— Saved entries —
·····

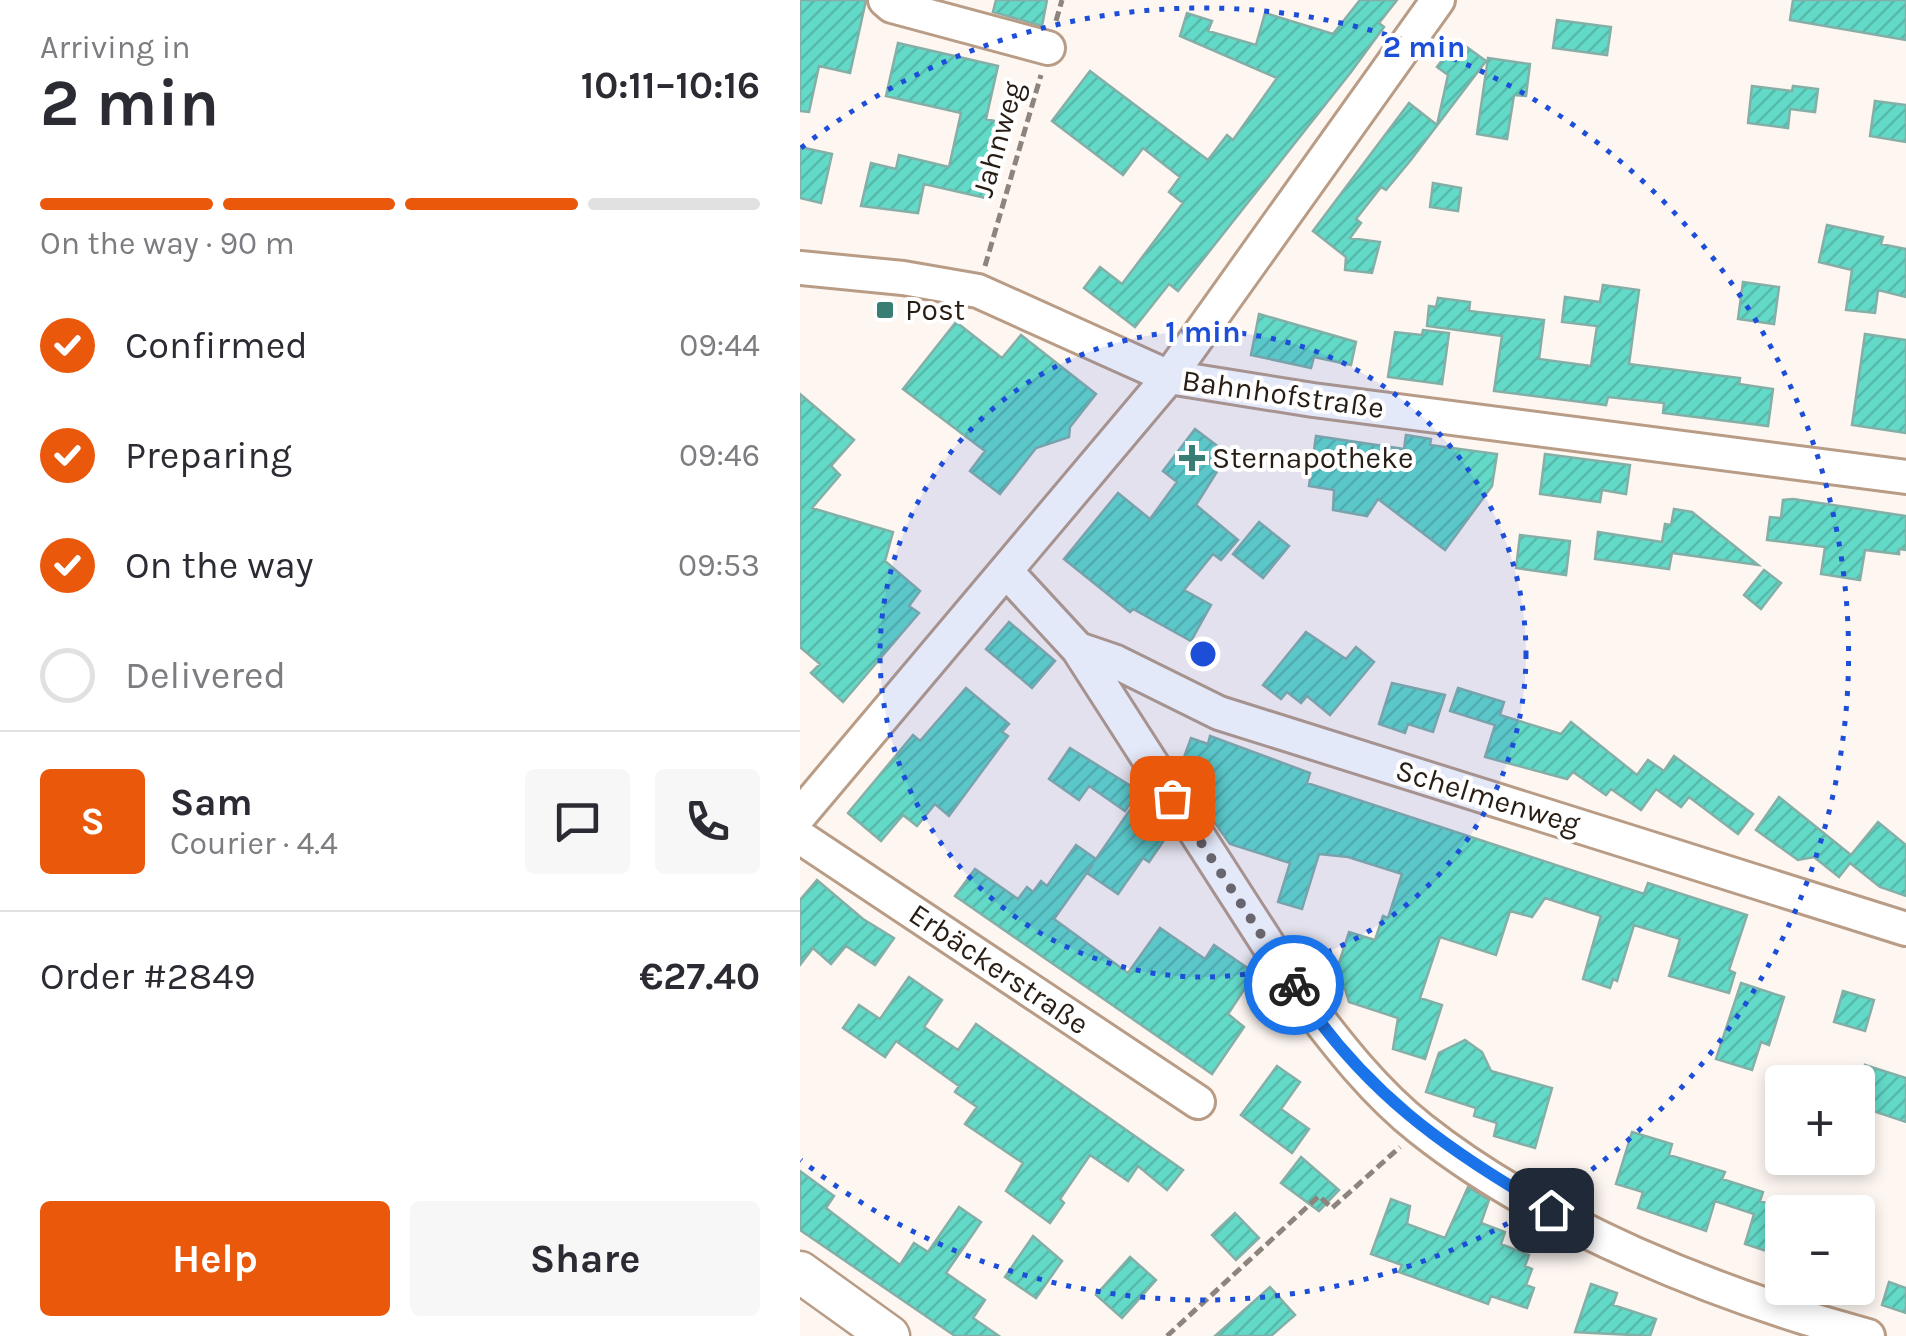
<!DOCTYPE html>
<meta charset="utf-8">
<style>
body{margin:0;font-family:Karla,sans-serif;background:#f7f7f7;color:#2b2b33;height:100vh;display:flex;flex-direction:column;font-size:38px;white-space:nowrap}
*{box-sizing:border-box;margin:0}
p{font-size:32px;color:#7c7c81}
.icon{flex:none;width:55px;height:55px;fill:none;stroke:currentColor;stroke-width:2;stroke-linecap:round;stroke-linejoin:round}
.map{position:relative;flex:1;overflow:hidden}
.panel{display:flex;flex-direction:column;background:#fff;width:800px}
.panel>*{flex:none}
.fabs{position:absolute;left:965px;top:1065px;display:grid;gap:20px}
.fabs a{display:grid;place-items:center;width:110px;height:110px;border-radius:10px;background:#fff;box-shadow:0 5px 15px #0003;font-size:50px}
.pin{position:absolute;display:grid;place-items:center;width:85px;height:85px;color:#fff;margin:-42px;border-radius:20px;box-shadow:0 5px 15px #0006}
.courier{position:absolute;display:grid;place-items:center;width:100px;height:100px;margin:-50px;border:8px solid #1a73e8;border-radius:50%;background:#fff;color:#222;box-shadow:0 2px 12px #0007}
.headline em{font-style:normal;font-weight:700}
.headline div{display:flex;flex-direction:column-reverse}
.headline{display:flex;align-items:center;justify-content:space-between;height:170px;padding:0 40px}
h1{font-size:65px;font-weight:700;line-height:75px}
.bar{display:grid;grid-template-columns:repeat(4,1fr);gap:15px 10px;align-content:center;height:120px;padding:0 40px}
.bar i{height:12px;border-radius:8px;background:#e1e1e2}
.bar .on{background:#ea580c}
.bar p{grid-column:span 4}
.line{display:flex;align-items:center;gap:25px;padding:0 40px;border-top:2px solid #e1e1e2}
.line div{flex:1}
.round{display:grid;place-items:center;flex:none;width:105px;height:105px;border-radius:10px;background:#f7f7f7}
ol{padding:0 40px;list-style:none}
li{display:flex;align-items:center;gap:30px;height:110px}
li p{margin-inline-start:auto}
li .icon{padding:10px;border-radius:50%;background:#ea580c;color:#fff;stroke-width:4}
li:last-child{color:#7c7c81}
li i{width:55px;height:55px;border:5px solid #e1e1e2;border-radius:50%}
.primary-button{display:flex;gap:20px;margin-top:auto;padding:20px 40px}
.primary-button a{flex:1;height:115px;border-radius:10px;background:#ea580c;color:#fff;font-size:40px;font-weight:700;line-height:115px;text-align:center}
.primary-button a+a{background:#f7f7f7;color:#2b2b33}
main{display:flex;flex:1;min-height:0}
.map>svg:first-child{display:block}
.building{fill:url(#building-hatch);stroke:#84afa7;stroke-width:2.5}
.lines{fill:none;stroke-linecap:round;stroke-linejoin:round}
.minor-casing{stroke:#b99c85;stroke-width:38}
.tertiary-casing{stroke:#b99c85;stroke-width:45}
.path{stroke:#8d847d;stroke-width:5;stroke-dasharray:10 5;stroke-linecap:butt}
.minor{stroke:#fff;stroke-width:32}
.tertiary{stroke:#fff;stroke-width:40}
.done{stroke:#736961;stroke-width:10;stroke-dasharray:0 18}
.route{stroke:#1a73e8;stroke-width:12}
.ring{fill:none;stroke:#1d4ed8;stroke-width:5;stroke-dasharray:5 10}
.poi-dot{fill:#397e74;stroke:#fff;stroke-width:4}
.labels{text-anchor:middle;stroke-width:8;stroke-linejoin:round;paint-order:stroke}
.street-label{font-size:30px;fill:#281d14;stroke:#fff}
.poi-label{font-size:30px;fill:#281d14;stroke:#fff;text-anchor:start}
.centre{fill:#1d4ed8;stroke:#fff;stroke-width:5}
.ring-label{font-size:30px;text-anchor:middle;font-weight:bold;fill:#1d4ed8;stroke:#fff;stroke-width:8;stroke-linejoin:round;paint-order:stroke}
</style>
<main>
<section class="panel">
<div class="headline"><div><h1>2 min</h1><p>Arriving in</p></div><em>10:11–10:16</em></div>
<div class="bar"><i class="on"></i><i class="on"></i><i class="on"></i><i></i><p>On the way · 90 m</p></div>
<ol>
<li><svg class="icon" aria-label="check" viewBox="0 0 24 24"><path d="M5 12l5 5 9-10"/></svg>Confirmed<p>09:44</p></li>
<li><svg class="icon" aria-label="check" viewBox="0 0 24 24"><path d="M5 12l5 5 9-10"/></svg>Preparing<p>09:46</p></li>
<li><svg class="icon" aria-label="check" viewBox="0 0 24 24"><path d="M5 12l5 5 9-10"/></svg>On the way<p>09:53</p></li>
<li><i></i>Delivered</li>
</ol>
<div class="line" style="height:180px"><b class="round" style="background:#ea580c;color:#fff">S</b><div><b>Sam</b><p>Courier · 4.4</p></div><a class="round"><svg class="icon" aria-label="chat" viewBox="0 0 24 24"><path d="M4 5h16v11H9l-5 4z"/></svg></a><a class="round"><svg class="icon" aria-label="phone" viewBox="0 0 24 24"><path d="M5 4h4l2 5-3 2q2 4 5 5l2-3 5 2v4C11 20 4 13 5 4z"/></svg></a></div>
<div class="line" style="height:130px"><div>Order #2849</div><b>€27.40</b></div>
<div class="primary-button"><a>Help</a><a>Share</a></div>
</section>
<div class="map">
<svg width="1106" height="1336" viewBox="0 0 1106 1336">
<defs>
<pattern id="building-hatch" width="6" height="6" patternUnits="userSpaceOnUse" patternTransform="scale(2.5)"><rect width="6" height="6" fill="#63d9c8"/><path d="M-1 1l2-2M0 6l6-6M5 7l2-2" fill="none" stroke="#56baab"/></pattern>
</defs>
<rect width="100%" height="100%" fill="#fdf6f1"/>
<path class="building" d="M0,0H66L50,73L19,66L9,112L0,111Z
M196,0H247L242,26L193,12Z
M560,0H597L579,23L584,27L551,72L378,291L369,284L335,327L284,288L300,267L322,284L383,203L369,192L380,177L343,148L323,175L252,121L290,71L408,160L427,135L433,140L477,78L380,36L387,13L412,21L408,31L456,45L465,13L533,34Z
M993,0H1106V40L990,20Z
M757,20L811,27L807,55L753,48Z
M657,40L686,61L610,161L586,190L581,187L556,219L561,223L550,238L580,242L572,273L545,270L546,257L513,231L609,103L637,125L648,75L637,67Z
M98,43L198,66L186,119L207,124L190,199L124,184L118,213L61,206L71,163L96,169L99,155L149,167L161,113L86,96Z
M688,58L730,64L726,96L714,95L707,139L677,134Z
M952,86L992,91L993,86L1018,89L1015,112L990,109L988,128L948,123Z
M1075,101L1106,105V142L1070,136Z
M0,147L32,154L21,203L0,198Z
M633,183L661,188L658,211L630,207Z
M1027,225L1083,237L1081,244L1106,249V297L1078,290L1075,313L1046,310L1052,270L1019,262Z
M943,282L979,287L974,324L938,319Z
M803,285L839,290L829,364L940,378L939,384L973,389L968,426L863,413L864,403L808,397L806,405L694,391L702,336L627,326L629,306L636,307L638,298L670,302L669,311L744,320L739,359L791,366L797,326L762,322L765,297L800,302Z
M459,314L556,342L551,365L514,357L511,368L451,355Z
M156,322L202,358L221,335L296,394L270,427L269,437L236,448L200,494L170,471L185,451L103,389Z
M623,330L649,333L642,384L588,377L595,332L622,335Z
M1065,334L1106,340V433L1052,425Z
M0,394L54,440L31,466L40,475L12,508L93,532L85,561L120,591L109,606L119,613L43,702L11,673L20,664L0,647Z
M395,429L428,454L396,505L438,540L421,560L413,554L384,590L411,605L391,641L333,609L330,612L264,559L318,493L350,519L377,482L363,471Z
M606,435L631,439L630,445L697,454L692,486L645,550L578,499L567,516L533,510L534,490L509,486L516,436L604,449Z
M745,454L830,465L826,494L802,490L800,502L740,494Z
M993,499L1106,516V550L1099,549V554L1065,550L1060,580L1021,574L1025,547L967,540L970,517L981,518L983,500Z
M874,509L892,512L958,565L872,553L869,569L795,559L798,532L862,542L865,524L871,525Z
M459,522L489,546L463,578L433,554Z
M720,535L770,541L766,575L716,568Z
M964,570L981,583L961,609L944,595Z
M209,622L255,661L232,688L186,649Z
M506,632L546,659L556,647L574,662L530,715L507,696L501,703L487,692L481,699L463,685Z
M592,683L645,695L633,732L608,724L605,733L579,724Z
M166,688L209,724L202,732L208,736L149,816L135,804L117,826L103,815L81,841L48,813L113,735L120,741Z
M658,688L704,702L700,715L761,734L771,722L837,775L848,760L864,771L874,756L953,814L938,834L889,797L881,807L856,789L841,810L811,789L806,795L773,772L767,779L685,757L695,725L650,711Z
M410,736L510,773L507,783L844,894L848,883L947,915L929,970L935,973L929,993L869,976L880,939L834,925L817,981L813,979L810,988L783,979L801,916L745,898L732,917L710,911L696,955L640,937L620,998L642,1005L625,1059L593,1049L598,1018L549,1002L545,989L532,985L549,932L575,940L583,916L588,918L602,874L548,857L519,854L502,909L478,902L490,863L430,844L397,798L407,768L383,760L391,738L408,744Z
M270,748L339,791L325,811L289,786L279,800L249,779Z
M339,797L357,809L371,830L349,862L343,858L318,894L287,873L293,864L254,919L328,973L360,928L405,959L414,945L455,973L428,1014L444,1027L412,1074L155,896L175,869L218,899L227,887L233,892L241,881L247,886L276,845L296,859Z
M979,797L1051,855L1078,822L1106,845V896L1080,887L1050,863L1039,877L1014,857L998,860L956,830Z
M17,880L63,919L94,938L75,965L46,946L31,964L13,948L0,965V900Z
M109,977L142,1000L124,1027L158,1050L176,1024L383,1170L367,1190L338,1166L328,1181L290,1155L260,1199L264,1203L250,1223L206,1191L223,1163L165,1124L177,1107L155,1092L159,1086L96,1041L85,1057L43,1028L59,1005L80,1019Z
M941,983L984,997L969,1045L961,1042L952,1070L916,1059Z
M1043,991L1074,1000L1065,1031L1034,1022Z
M665,1040L682,1052L691,1071L752,1088L735,1148L694,1136L697,1123L674,1116L676,1108L626,1092L639,1053Z
M1065,1065L1106,1078V1122L1058,1106Z
M477,1066L500,1082L481,1109L509,1129L492,1153L441,1115Z
M832,1132L872,1144L869,1155L925,1172L922,1179L963,1192L960,1201L978,1207L982,1215V1256L945,1244L954,1214L915,1201L906,1231L838,1208L843,1192L816,1184Z
M501,1157L539,1190L519,1211L481,1183Z
M0,1171L34,1196L26,1208L100,1265L114,1243L128,1252L159,1207L181,1222L146,1273L185,1300L173,1318L199,1336H155L0,1230Z
M668,1187L689,1200L681,1223L705,1232L701,1244L729,1255L725,1266L732,1269L726,1285L734,1288L727,1308L691,1296L688,1304L599,1272L602,1265L571,1254L591,1199L610,1206L607,1224L645,1238Z
M435,1213L459,1238L436,1260L412,1235Z
M233,1236L262,1261L236,1298L205,1277Z
M330,1257L356,1280L322,1318L296,1295Z
M1089,1282L1106,1288V1313L1082,1305Z
M791,1284L817,1293L813,1305L856,1319L850,1336L775,1332Z
M470,1287L495,1315L471,1336H415Z"/>
<g class="lines">
<defs>
<path id="minor" d="M85,0L92,6L248,48
M0,268L103,278L178,291L369,377L513,400L1106,477
M206,571L278,649L503,999C538,1045 575,1093 621,1129C742,1225 919,1296 1068,1336
M278,649L316,662L419,713L1106,929
M0,815L369,377L638,0
M0,837L398,1102"/>
<path id="tertiary" d="M0,1272L89,1336"/>
</defs>
<use href="#minor" class="minor-casing"/>
<use href="#tertiary" class="tertiary-casing"/>
<path class="path" d="M256,21L262,0
M185,266L241,75
M367,1336L519,1196L532,1208L600,1147"/>
<use href="#minor" class="minor"/>
<use href="#tertiary" class="tertiary"/>
</g>
<g class="lines">
<path class="done" d="M372,798L494,985"/>
<path class="route" d="M494,985C562,1090 644,1149 751,1210"/>
</g>
<circle cx="403" cy="654" r="323" fill="#1d4ed8" fill-opacity=".12"/>
<g class="ring">
<circle cx="403" cy="654" r="323"/>
<path d="M1 148A646 646 0 1 1 1 1160"/>
</g>
<g class="poi-dot">
<rect x="75" y="300" width="20" height="20" rx="5"/>
<path d="M387 443h10v10h10v10h-10v10h-10v-10h-10v-10h10z"/>
</g>
<g class="labels">
<g class="street-label">
<text transform="translate(198 139) rotate(-74)" y="10">Jahnweg</text>
<text transform="translate(483 394) rotate(8)" y="10">Bahnhofstraße</text>
<text transform="translate(688 797) rotate(17)" y="10">Schelmenweg</text>
<text transform="translate(199 969) rotate(34)" y="10">Erbäckerstraße</text>
</g>
<g class="poi-label">
<text x="105" y="320">Post</text>
<text x="412" y="468">Sternapotheke</text>
</g>
</g>
<circle cx="403" cy="654" r="15" class="centre"/>
<g class="ring-label">
<text x="624" y="57">2 min</text>
<text x="403" y="342">1 min</text>
</g>
</svg>
<div class="fabs">
<a>+</a>
<a>−</a>
</div>
<div class="pin" style="left:372px;top:798px;background:#ea580c"><svg class="icon" aria-label="bag" viewBox="0 0 24 24"><path d="M5 8h14l-1 12H6zM9 8a3 3 0 0 1 6 0"/></svg></div>
<div class="pin" style="left:751px;top:1210px;background:#1f2937"><svg class="icon" aria-label="home" viewBox="0 0 24 24"><path d="M3 11l9-7 9 7M6 9v11h12V9"/></svg></div>
<div class="courier" style="left:494px;top:985px"><svg class="icon" aria-label="bike" viewBox="0 0 24 24"><circle cx="6" cy="16" r="4"/><circle cx="18" cy="16" r="4"/><path d="M6 16l4-8h5l3 8M10 8l3 8H6M13 5h3"/></svg></div>
</div>
</main>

·····

— Work to complete —
Please return only the lines from the one that contains "8h14l-1 12H6zM9 8a3" through the final line of the entries, each exactly as written.

— Solution to this exercise —
<div class="pin" style="left:372px;top:798px;background:#ea580c"><svg class="icon" aria-label="bag" viewBox="0 0 24 24"><path d="M5 8h14l-1 12H6zM9 8a3 3 0 0 1 6 0"/></svg></div>
<div class="pin" style="left:751px;top:1210px;background:#1f2937"><svg class="icon" aria-label="home" viewBox="0 0 24 24"><path d="M3 11l9-7 9 7M6 9v11h12V9"/></svg></div>
<div class="courier" style="left:494px;top:985px"><svg class="icon" aria-label="bike" viewBox="0 0 24 24"><circle cx="6" cy="16" r="4"/><circle cx="18" cy="16" r="4"/><path d="M6 16l4-8h5l3 8M10 8l3 8H6M13 5h3"/></svg></div>
</div>
</main>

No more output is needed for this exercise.